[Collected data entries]
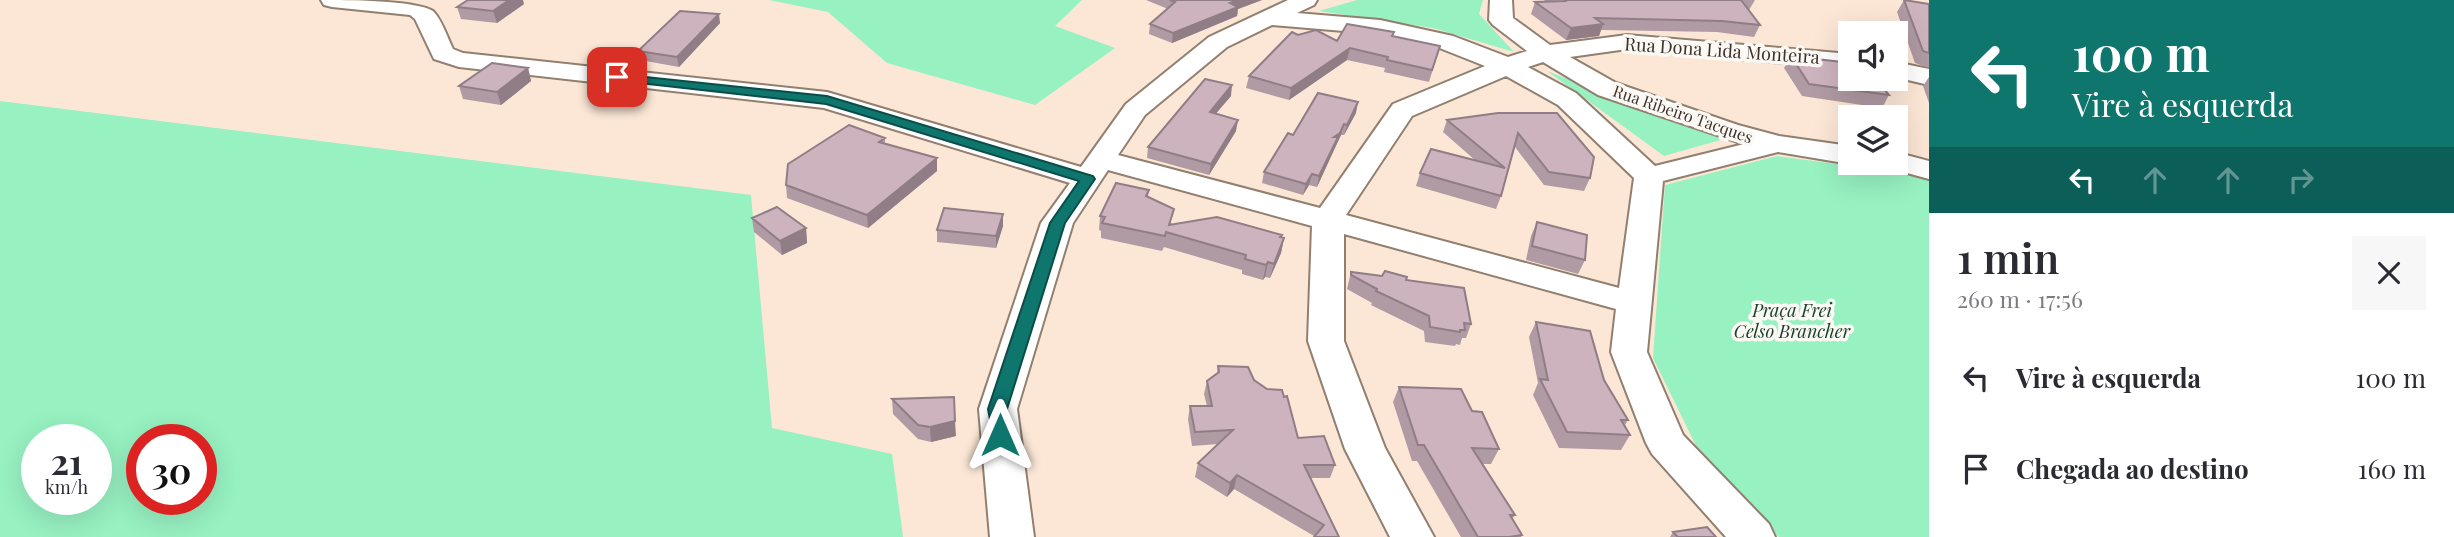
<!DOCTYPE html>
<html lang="pt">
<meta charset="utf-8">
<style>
:root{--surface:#fff;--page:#f7f7f7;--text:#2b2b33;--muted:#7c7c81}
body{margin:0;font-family:"Playfair Display",serif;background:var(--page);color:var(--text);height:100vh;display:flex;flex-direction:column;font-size:26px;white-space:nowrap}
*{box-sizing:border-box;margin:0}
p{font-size:23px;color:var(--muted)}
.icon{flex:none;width:38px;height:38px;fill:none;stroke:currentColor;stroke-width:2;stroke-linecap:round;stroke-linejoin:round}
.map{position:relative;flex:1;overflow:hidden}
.drawer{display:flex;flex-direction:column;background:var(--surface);width:525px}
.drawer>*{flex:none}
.guide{background:#0f766e;color:#fff;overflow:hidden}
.fabs{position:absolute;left:1838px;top:21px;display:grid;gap:14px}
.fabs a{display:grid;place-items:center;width:70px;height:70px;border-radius:0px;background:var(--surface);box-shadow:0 7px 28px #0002;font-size:35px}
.speed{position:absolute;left:21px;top:424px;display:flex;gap:14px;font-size:35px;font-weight:700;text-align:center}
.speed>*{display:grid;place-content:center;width:91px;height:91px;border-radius:50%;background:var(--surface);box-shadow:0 7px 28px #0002;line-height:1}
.speed small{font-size:18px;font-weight:400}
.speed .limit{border:10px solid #d22;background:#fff;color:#111}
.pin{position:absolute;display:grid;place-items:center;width:60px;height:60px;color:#fff;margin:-30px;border-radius:14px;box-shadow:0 4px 10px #0006}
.me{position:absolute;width:77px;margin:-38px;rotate:0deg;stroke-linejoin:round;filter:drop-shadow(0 0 5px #0008)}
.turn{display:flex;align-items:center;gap:24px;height:147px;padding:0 28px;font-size:32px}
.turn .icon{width:91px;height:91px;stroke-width:2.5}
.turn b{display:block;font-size:49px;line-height:60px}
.lanes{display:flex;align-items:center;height:66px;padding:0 28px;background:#0003;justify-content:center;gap:35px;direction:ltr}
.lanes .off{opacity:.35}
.round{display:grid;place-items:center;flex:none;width:74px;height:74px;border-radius:0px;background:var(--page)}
.summary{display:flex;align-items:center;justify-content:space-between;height:119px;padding:0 28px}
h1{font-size:42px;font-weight:600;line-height:52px}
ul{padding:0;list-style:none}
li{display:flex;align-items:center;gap:21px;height:91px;padding:0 28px}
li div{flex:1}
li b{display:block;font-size:26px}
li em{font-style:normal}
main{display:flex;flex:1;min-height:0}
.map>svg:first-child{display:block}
</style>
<main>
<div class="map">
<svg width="1929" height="537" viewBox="0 0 1929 537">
<rect width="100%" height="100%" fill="#fce7d6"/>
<path fill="#97f1c1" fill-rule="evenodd" d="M 769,0 L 1082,0 L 1055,26 L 1115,48 L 1035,105 L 887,63 L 828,12 Z
M 1357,0 L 1483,0 L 1479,14 L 1514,52 L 1433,28 L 1319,11 Z
M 1547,71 L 1724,139 L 1664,156 Z
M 0,101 L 751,195 L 772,428 L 892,454 L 903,537 L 0,537 ZM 37,439 L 96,439 L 96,499 L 37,499 ZM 142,439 L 201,439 L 201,499 L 142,499 Z
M 1777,156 L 1905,173 L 1929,179 L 1929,537 L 1779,537 L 1707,468 L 1653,358 L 1665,185 Z"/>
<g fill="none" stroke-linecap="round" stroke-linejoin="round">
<defs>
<path id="minor" d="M 321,0 C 347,0 415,0 433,11 C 442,20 447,37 453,49 L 463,53 L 827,92 L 1081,167 L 1126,104 L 1209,37 L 1288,0 L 1317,0 L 1314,5 L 1297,13 L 1380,20 L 1453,36 L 1508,57 L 1527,51 L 1493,25 L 1489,20 L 1490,0 L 1512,0 L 1513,18 L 1550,45 L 1627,35 L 1850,54 L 1850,69 L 1627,49 L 1570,57 L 1616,83 L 1738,125 L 1779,136 L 1850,146 L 1850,163 L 1853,163 L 1850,164 L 1778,152 L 1663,181 L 1647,352 L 1683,435 L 1769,524 L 1775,537 L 1726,537 L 1652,454 L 1646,443 L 1611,352 L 1616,309 L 1344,234 L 1344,341 L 1385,448 L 1434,537 L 1390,537 L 1345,449 L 1308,341 L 1312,226 L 1108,170 L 1073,223 L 1017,409 L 1034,537 L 990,537 L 979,409 L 1041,223 L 1070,183 L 824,108 L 459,67 L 434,59 L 415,19 L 410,15 L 332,7 L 324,5 ZM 1272,25 L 1380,34 L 1437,47 L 1485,66 L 1393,104 L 1320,208 L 1118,155 L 1145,115 L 1227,47 ZM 1543,62 L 1598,95 L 1744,144 L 1655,166 L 1576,93 L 1528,67 ZM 1506,76 L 1558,105 L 1634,178 L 1619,288 L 1346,215 L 1412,116 Z
M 1895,62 L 1929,69 L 1929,85 L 1895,77 Z
M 1895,152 L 1929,161 L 1929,179 L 1885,167 L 1882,163 L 1895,163 Z"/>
</defs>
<use href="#minor" stroke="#917f6f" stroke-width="4"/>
<use href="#minor" fill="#fff" fill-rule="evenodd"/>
</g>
<path fill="#b09aa3" d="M 1146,0 L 1262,0 L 1238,9 L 1237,16 L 1172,43 L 1149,34 L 1150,24 L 1168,9 Z
M 1544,0 L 1755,0 L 1749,10 L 1760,25 L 1754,37 L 1717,32 L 1601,30 L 1599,36 L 1566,40 L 1531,14 L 1535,2 L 1546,2 Z
M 1904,0 L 1929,4 L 1929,68 L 1915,63 L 1897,12 Z
M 524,4 L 497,23 L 461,19 L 457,7 Z
M 720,23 L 679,67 L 640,60 L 638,51 Z
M 1298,35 L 1337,41 L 1393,36 L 1440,46 L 1429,82 L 1384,72 L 1385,68 L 1347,60 L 1289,100 L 1246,88 L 1249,76 Z
M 1791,56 L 1889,95 L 1882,108 L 1802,96 L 1784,68 Z
M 528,68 L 531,81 L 501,105 L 463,99 L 459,86 Z
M 1929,77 L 1929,103 L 1923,86 Z
M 1231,96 L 1215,114 L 1236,131 L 1209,175 L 1147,158 L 1148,147 Z
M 1356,113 L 1344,135 L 1341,135 L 1336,145 L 1317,187 L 1309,185 L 1303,195 L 1262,183 L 1264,172 L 1293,135 Z
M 1498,113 L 1590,178 L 1584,191 L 1544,185 L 1515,147 L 1501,196 L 1496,209 L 1416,186 L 1420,173 L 1476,161 L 1443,132 L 1447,120 Z
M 885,138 L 885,144 L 937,171 L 868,228 L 787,198 L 786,185 Z
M 1149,190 L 1148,197 L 1172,224 L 1284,238 L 1281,253 L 1270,278 L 1265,277 L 1263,280 L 1242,274 L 1242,270 L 1164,247 L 1162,251 L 1101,238 L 1101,231 L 1099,230 L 1100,216 Z
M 1003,214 L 1003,226 L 996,248 L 937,242 L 937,230 Z
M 752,218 L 806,228 L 807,243 L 782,255 L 754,232 Z
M 1537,222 L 1585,260 L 1578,274 L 1526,260 L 1531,236 Z
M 1351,272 L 1406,280 L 1471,324 L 1466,338 L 1462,338 L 1460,345 L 1456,344 L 1455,346 L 1425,342 L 1424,331 L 1371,305 L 1372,303 L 1347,289 Z
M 1536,322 L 1604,380 L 1628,420 L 1625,425 L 1630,435 L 1621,450 L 1559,448 L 1533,395 L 1538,383 L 1529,337 Z
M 1218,366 L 1254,380 L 1298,438 L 1335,465 L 1330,478 L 1311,478 L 1339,537 L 1314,536 L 1234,489 L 1227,497 L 1195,477 L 1198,463 L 1218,444 L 1192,446 L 1188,419 L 1190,406 L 1207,406 L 1204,394 L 1207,381 L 1217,374 Z
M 1399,387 L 1472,411 L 1499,449 L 1491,464 L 1483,464 L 1515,515 L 1512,519 L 1522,535 L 1521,537 L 1461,537 L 1417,461 L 1412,461 L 1393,402 Z
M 892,399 L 956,436 L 931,442 L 918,439 L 893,414 Z
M 1673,532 L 1716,537 L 1670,537 Z"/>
<path fill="#907d85" d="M 509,0 L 523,0 L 524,4 L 497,23 L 493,11 Z
M 1239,0 L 1262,0 L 1238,9 L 1237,16 L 1172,43 L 1173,33 L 1230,3 Z
M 719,14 L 720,23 L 679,67 L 677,57 Z
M 1603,24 L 1599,36 L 1566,40 L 1571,28 Z
M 1350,48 L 1347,60 L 1289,100 L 1291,88 Z
M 528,68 L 531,81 L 501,105 L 497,92 Z
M 1232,85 L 1231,96 L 1208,123 L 1210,112 Z
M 1358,102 L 1356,113 L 1344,135 L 1347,125 Z
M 1238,120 L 1236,131 L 1209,175 L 1211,164 Z
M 1344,124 L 1341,135 L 1317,187 L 1319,176 L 1334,137 Z
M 937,158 L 937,171 L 868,228 L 867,215 Z
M 1312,174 L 1309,185 L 1303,195 L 1306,184 Z
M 1003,214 L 1003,226 L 996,248 L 996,236 Z
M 806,228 L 807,243 L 782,255 L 780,241 Z
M 1284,238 L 1281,253 L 1270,278 L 1274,264 Z
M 1268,262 L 1265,277 L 1263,280 L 1266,265 Z
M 955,421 L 956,436 L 931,442 L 930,427 Z
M 1237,475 L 1234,489 L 1227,497 L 1230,483 Z"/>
<path fill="#cdb3be" stroke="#907d85" stroke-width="2" d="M 468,0 L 509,0 L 493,11 L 457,7 Z
M 1170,0 L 1239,0 L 1230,3 L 1238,7 L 1173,33 L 1150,24 L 1175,2 Z
M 1564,0 L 1741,0 L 1760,25 L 1722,21 L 1595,18 L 1603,24 L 1571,28 L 1535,2 L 1565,1 Z
M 1904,0 L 1929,4 L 1929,53 L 1923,51 Z
M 680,11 L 719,14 L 677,57 L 638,51 Z
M 1347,24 L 1394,32 L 1392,36 L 1440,46 L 1432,70 L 1387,60 L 1388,57 L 1350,48 L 1291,88 L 1249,76 L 1292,32 L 1298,35 L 1316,30 L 1337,41 Z
M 1791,56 L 1850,63 L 1850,79 L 1876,79 L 1889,95 L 1809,84 Z
M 492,63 L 528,68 L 497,92 L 459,86 Z
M 1205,79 L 1232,85 L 1210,112 L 1238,120 L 1211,164 L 1148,147 Z
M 1318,93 L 1358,102 L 1347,125 L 1344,124 L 1340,133 L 1334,137 L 1338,137 L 1319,176 L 1312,174 L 1306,184 L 1264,172 L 1288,133 L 1293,135 Z
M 1498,113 L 1557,113 L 1594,157 L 1590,178 L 1549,172 L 1518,133 L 1501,196 L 1420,173 L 1431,149 L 1505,168 L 1447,120 Z
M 849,125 L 885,138 L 879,142 L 937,158 L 867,215 L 786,185 L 788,164 Z
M 1116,183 L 1149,190 L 1146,196 L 1174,209 L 1169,225 L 1217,217 L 1282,235 L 1280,237 L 1284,238 L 1274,264 L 1268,262 L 1266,265 L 1245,259 L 1246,255 L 1166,232 L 1165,236 L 1102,223 L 1105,217 L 1100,216 Z
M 777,207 L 806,228 L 780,241 L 752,218 Z
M 944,208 L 1003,214 L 996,236 L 937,230 Z
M 1537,222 L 1587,235 L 1585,260 L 1532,246 Z
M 1385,271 L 1407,277 L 1406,280 L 1464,288 L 1471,324 L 1464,323 L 1465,330 L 1460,330 L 1460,332 L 1430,327 L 1429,316 L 1376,291 L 1377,289 L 1351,275 L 1351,272 L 1382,276 Z
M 1536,322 L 1590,331 L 1604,380 L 1628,420 L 1621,420 L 1630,435 L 1567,432 L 1540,379 L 1548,380 Z
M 1218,366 L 1248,367 L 1254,380 L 1267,389 L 1282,390 L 1284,397 L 1287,396 L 1298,438 L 1324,436 L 1335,465 L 1304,465 L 1339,537 L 1314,537 L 1324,525 L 1237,475 L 1230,483 L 1198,463 L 1233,430 L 1195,432 L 1190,406 L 1212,406 L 1207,381 L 1219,372 Z
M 1399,387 L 1461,389 L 1472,411 L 1482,412 L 1499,449 L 1472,448 L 1515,515 L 1510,515 L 1522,535 L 1509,537 L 1478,537 L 1424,445 L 1418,445 Z
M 954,397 L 955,421 L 930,427 L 918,425 L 892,399 Z
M 1707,527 L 1716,537 L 1678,537 L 1673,532 Z"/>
<path fill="#0f766e" stroke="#0a4d48" stroke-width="2" d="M 617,74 L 827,96 L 1093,176 L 1095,179 L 1065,223 L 1007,409 L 1010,435 L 1007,440 L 994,440 L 988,409 L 1050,223 L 1079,181 L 826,104 L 613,80 L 611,77 Z"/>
<g text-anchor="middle" stroke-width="7" stroke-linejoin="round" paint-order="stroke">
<g font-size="16" fill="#3a322b" stroke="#fcf8f4">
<text transform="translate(1683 114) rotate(19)" y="6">Rua Ribeiro Tacques</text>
</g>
<g font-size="18" fill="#3a322b" stroke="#fcf8f4">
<text transform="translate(1722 51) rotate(4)" y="6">Rua Dona Lida Monteira</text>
</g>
<g font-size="18" font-style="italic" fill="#19412d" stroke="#fcf8f4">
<text x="1792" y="317">Praça Frei<tspan x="1792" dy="21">Celso Brancher</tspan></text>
</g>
</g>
</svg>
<div class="fabs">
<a><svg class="icon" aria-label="sound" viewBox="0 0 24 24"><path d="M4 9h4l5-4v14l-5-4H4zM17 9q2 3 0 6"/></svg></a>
<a><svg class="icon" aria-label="layers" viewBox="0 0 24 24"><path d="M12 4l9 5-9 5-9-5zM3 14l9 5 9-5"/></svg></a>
</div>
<div class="speed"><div>21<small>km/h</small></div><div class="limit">30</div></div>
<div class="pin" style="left:617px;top:77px;background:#d93025"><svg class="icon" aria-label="arrive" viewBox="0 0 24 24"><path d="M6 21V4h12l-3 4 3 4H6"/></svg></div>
<svg class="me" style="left:1000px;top:435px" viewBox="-20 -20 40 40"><path d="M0-17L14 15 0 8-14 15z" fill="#0f766e" stroke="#fff" stroke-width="4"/></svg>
</div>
<section class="drawer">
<div class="guide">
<div class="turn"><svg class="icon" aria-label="left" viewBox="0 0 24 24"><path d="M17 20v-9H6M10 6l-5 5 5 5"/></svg><div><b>100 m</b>Vire à esquerda</div></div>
<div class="lanes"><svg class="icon" aria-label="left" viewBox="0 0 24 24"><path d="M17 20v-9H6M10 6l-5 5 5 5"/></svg><svg class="icon off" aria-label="ahead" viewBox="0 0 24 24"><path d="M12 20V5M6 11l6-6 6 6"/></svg><svg class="icon off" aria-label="ahead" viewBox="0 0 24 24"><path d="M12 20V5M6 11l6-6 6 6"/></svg><svg class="icon off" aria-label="right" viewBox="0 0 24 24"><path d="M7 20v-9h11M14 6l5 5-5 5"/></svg></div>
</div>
<div class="summary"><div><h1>1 min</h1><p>260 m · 17:56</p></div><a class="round"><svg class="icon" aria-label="close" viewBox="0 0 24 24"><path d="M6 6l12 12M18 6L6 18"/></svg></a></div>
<ul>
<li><svg class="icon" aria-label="left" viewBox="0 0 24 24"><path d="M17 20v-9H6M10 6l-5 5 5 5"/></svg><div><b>Vire à esquerda</b></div><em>100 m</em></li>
<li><svg class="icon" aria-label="arrive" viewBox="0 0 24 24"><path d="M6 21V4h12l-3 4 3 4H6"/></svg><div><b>Chegada ao destino</b></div><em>160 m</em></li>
</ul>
</section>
</main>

:: WORK TO BE COMPLETED ::
Determine the number of lines in the records that contain the word "margin", and provide that number alone.

:: ANSWER SECTION ::
4